This project aims to publish and regularly update a dataset or _datasets_ of
Openverse's media metadata. This project will provide access to the data
currently served by our API, but which is difficult to access in full and
requires significant time, money, and compute resources to maintain.

## Motivation

For this project, understanding "why?" we would do this is of paramount
importance. There are several key philosophical and technical advantages to
sharing this dataset with the public.

### Open Access + Scraping Prevention

Openverse is and always has been, since its days as
["CC Search"](https://creativecommons.org/2021/12/13/dear-users-of-cc-search-welcome-to-openverse/),
informed by principles of the open access movement. Openverse strives to remove
all all financial, technical, and legal barriers to accessing the works of the
global commons.

Due to technical and logistical limitations, we have previously been unable to
accessibly provide access to the full Openverse dataset. Today, users need to
invest significant time and money into scraping the Openverse API in order to
access this data. These financial and technical barriers to our users are deeply
inequitable. Additionally, this scraping disrupts Openverse access and stability
for all users. It also requires significant maintainer effort to identify,
mitigate, and block scraping traffic.

By sharing this data as a full dataset on
[HuggingFace](https://huggingface.co/datasets), we can remove these barriers and
allow folks to access the data provided by Openverse.org and the Openverse API
without restriction.

### Contributions Back to Openverse

Easily accessed Openverse datasets will facilitate easier generation of machine
labels, translations, and other supplemental data which can be used to improve
the experience of Openverse.org and the API. This data is typically generated as
part of the
[data preprocessing](https://huggingface.co/docs/transformers/preprocessing)
stage of model training.

Presence on HuggingFace in particular will enable community members to analyze
the dataset and create supplemental datasets; to train models with the dataset;
and to use the dataset with all of HuggingFace's tooling: the
[Datasets](https://github.com/huggingface/datasets) library in particular.

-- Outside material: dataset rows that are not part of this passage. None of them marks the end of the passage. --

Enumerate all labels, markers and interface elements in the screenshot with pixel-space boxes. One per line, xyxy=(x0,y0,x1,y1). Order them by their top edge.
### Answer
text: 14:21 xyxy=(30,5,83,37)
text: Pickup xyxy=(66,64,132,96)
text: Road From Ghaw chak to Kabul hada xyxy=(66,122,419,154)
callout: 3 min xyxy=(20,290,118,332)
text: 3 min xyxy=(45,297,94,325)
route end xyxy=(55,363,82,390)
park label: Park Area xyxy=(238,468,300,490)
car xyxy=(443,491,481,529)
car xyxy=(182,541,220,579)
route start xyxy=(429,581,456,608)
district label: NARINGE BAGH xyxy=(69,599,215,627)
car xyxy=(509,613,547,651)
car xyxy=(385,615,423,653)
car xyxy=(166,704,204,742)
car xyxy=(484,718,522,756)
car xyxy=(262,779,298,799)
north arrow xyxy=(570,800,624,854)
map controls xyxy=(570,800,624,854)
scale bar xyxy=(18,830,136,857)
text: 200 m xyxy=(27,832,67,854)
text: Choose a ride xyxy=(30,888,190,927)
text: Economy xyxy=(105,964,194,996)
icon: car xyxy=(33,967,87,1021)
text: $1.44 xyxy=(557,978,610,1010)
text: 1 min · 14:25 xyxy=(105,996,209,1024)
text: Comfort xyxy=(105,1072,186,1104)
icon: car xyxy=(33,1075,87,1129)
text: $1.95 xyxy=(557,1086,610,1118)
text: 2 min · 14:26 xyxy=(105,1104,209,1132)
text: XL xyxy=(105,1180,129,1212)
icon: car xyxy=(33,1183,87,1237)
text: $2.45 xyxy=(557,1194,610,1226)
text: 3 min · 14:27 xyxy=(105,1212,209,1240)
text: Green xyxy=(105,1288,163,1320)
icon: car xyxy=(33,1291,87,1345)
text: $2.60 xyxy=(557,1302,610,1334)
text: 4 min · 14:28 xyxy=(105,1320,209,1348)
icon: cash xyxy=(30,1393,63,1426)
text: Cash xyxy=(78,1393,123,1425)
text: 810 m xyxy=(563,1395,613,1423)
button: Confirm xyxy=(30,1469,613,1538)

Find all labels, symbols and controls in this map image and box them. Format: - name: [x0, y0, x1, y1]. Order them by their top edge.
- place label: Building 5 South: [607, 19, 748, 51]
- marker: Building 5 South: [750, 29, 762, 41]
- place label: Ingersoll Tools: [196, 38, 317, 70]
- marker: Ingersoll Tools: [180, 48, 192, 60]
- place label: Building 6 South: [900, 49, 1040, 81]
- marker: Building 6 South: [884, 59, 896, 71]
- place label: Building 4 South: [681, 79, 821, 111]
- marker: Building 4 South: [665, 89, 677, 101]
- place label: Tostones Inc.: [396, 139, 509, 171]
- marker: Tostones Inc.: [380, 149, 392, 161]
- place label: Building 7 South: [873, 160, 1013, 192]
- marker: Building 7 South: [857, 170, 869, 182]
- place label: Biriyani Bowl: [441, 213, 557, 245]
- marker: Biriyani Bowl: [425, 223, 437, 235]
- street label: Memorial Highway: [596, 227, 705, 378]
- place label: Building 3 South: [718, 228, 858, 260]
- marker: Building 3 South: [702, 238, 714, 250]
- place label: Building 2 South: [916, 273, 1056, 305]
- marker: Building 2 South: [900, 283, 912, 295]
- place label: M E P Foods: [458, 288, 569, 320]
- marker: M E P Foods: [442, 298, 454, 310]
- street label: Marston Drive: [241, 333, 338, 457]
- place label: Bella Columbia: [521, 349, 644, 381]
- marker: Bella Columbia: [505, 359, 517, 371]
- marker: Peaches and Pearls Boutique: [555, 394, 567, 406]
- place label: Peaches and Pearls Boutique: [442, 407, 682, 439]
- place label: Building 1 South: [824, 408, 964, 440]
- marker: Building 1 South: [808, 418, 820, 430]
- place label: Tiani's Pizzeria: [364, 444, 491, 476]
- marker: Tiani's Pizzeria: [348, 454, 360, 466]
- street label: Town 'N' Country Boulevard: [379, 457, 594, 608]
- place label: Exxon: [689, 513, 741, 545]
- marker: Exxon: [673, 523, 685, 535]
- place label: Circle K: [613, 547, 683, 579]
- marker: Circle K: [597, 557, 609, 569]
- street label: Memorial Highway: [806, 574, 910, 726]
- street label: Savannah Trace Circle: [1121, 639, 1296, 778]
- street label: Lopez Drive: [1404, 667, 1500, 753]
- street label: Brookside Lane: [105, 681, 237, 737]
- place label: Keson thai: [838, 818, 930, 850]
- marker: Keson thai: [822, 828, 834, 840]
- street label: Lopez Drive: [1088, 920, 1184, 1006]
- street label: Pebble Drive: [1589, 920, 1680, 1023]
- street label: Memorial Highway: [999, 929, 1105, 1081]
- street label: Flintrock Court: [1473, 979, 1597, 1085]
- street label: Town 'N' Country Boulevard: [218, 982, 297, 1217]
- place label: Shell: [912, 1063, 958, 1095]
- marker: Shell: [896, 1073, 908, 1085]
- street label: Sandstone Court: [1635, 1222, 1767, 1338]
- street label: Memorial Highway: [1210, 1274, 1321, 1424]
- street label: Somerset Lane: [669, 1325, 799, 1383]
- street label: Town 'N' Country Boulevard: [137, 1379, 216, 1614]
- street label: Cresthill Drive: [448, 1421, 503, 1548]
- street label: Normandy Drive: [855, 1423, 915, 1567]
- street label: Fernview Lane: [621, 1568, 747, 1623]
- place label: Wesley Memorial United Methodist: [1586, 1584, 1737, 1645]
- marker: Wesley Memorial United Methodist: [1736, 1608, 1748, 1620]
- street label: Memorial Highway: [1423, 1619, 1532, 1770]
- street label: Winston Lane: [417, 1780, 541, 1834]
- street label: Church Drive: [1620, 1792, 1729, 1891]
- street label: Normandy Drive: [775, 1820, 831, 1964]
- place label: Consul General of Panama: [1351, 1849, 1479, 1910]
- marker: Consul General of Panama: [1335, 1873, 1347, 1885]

It is worth noting that this year we identified many projects to work on which
rely on bulk analysis of Openverse's data. These projects could be replaced by,
or made easier by the publication of the datasets. This could work in a few
ways. A community member, training a model using the Openverse dataset,
generates metadata that we want and planned to generate ourselves. Then, the
HuggingFace platform presents an alternative to other SaaS (software as a
service) products we intended to use to generate machine labels, detect
sensitive content, and so on. Instead of those offerings we use models hosted on
the HuggingFace hub. The
[Datasets library](https://huggingface.co/docs/datasets/index) allows for easy
loading of the Openverse dataset in any data pipelines we write. HuggingFace
also offers the ability to deploy production-ready API endpoints for
transformation models hosted on their hub. This feature is called
[Inference Endpoints](https://huggingface.co/docs/inference-endpoints/index).

#### Potentially-related projects

- [External API for sensitive content detection #422](https://github.com/WordPress/openverse/issues/422) -
Instead of Rekognition or Google Vision, we may want to use a community model
on HuggingFace.
- [Machine Image Labeling pipeline #426](https://github.com/WordPress/openverse/issues/426)
Either a community member may create an up to date set of machine-generated
labels we could use, or we could again create an Inference Endpoint with an
existing model, for example
[Vision Transformer](https://huggingface.co/google/vit-base-patch16-224)
- [Duplicate image detection #427](https://github.com/WordPress/openverse/issues/427) -
Deduplication is an extremely common and important preprocessing step. It will
surely be implemented by community contributors and can be reapplied to
Openverse itself. It's possible we'll want a different deduplication strategy
that considers provenance and ownership (i.e, did the original author upload
or someone else), but at a minimum, we should be able to use community
solutions to _identify_ duplicates.

### Resiliency

The metadata for openly-licensed media, used by Openverse to power the API and
frontend, is a community utility and should be available to all users,
_distinctly_ from Openverse itself. By publishing this dataset, we ensure access
to this data is fast, accessible, and resilient. With published datasets, this
access remains even if Openverse is inaccessible, under attack, or experiencing
any other unforeseen disruptions.

## Goals

<!-- Which yearly goal does this project advance? -->

This project encompasses all of our 2023 "lighthouse goals", but "Community
Development" is perhaps the broadest and most relevant. Others touched on here,
or impacted through potential downstream changes, are "Result Relevancy",
"Quantifying our Work", "Search Experience", "Content Safety", and "Data
inertia".

## Requirements

<!-- Detailed descriptions of the features required for the project. Include user stories if you feel they'd be helpful, but focus on describing a specification for how the feature would work with an eye towards edge cases. -->

This project requires coordination with HuggingFace to release the dataset on
their platform, bypassing their typical restrictions for Dataset size.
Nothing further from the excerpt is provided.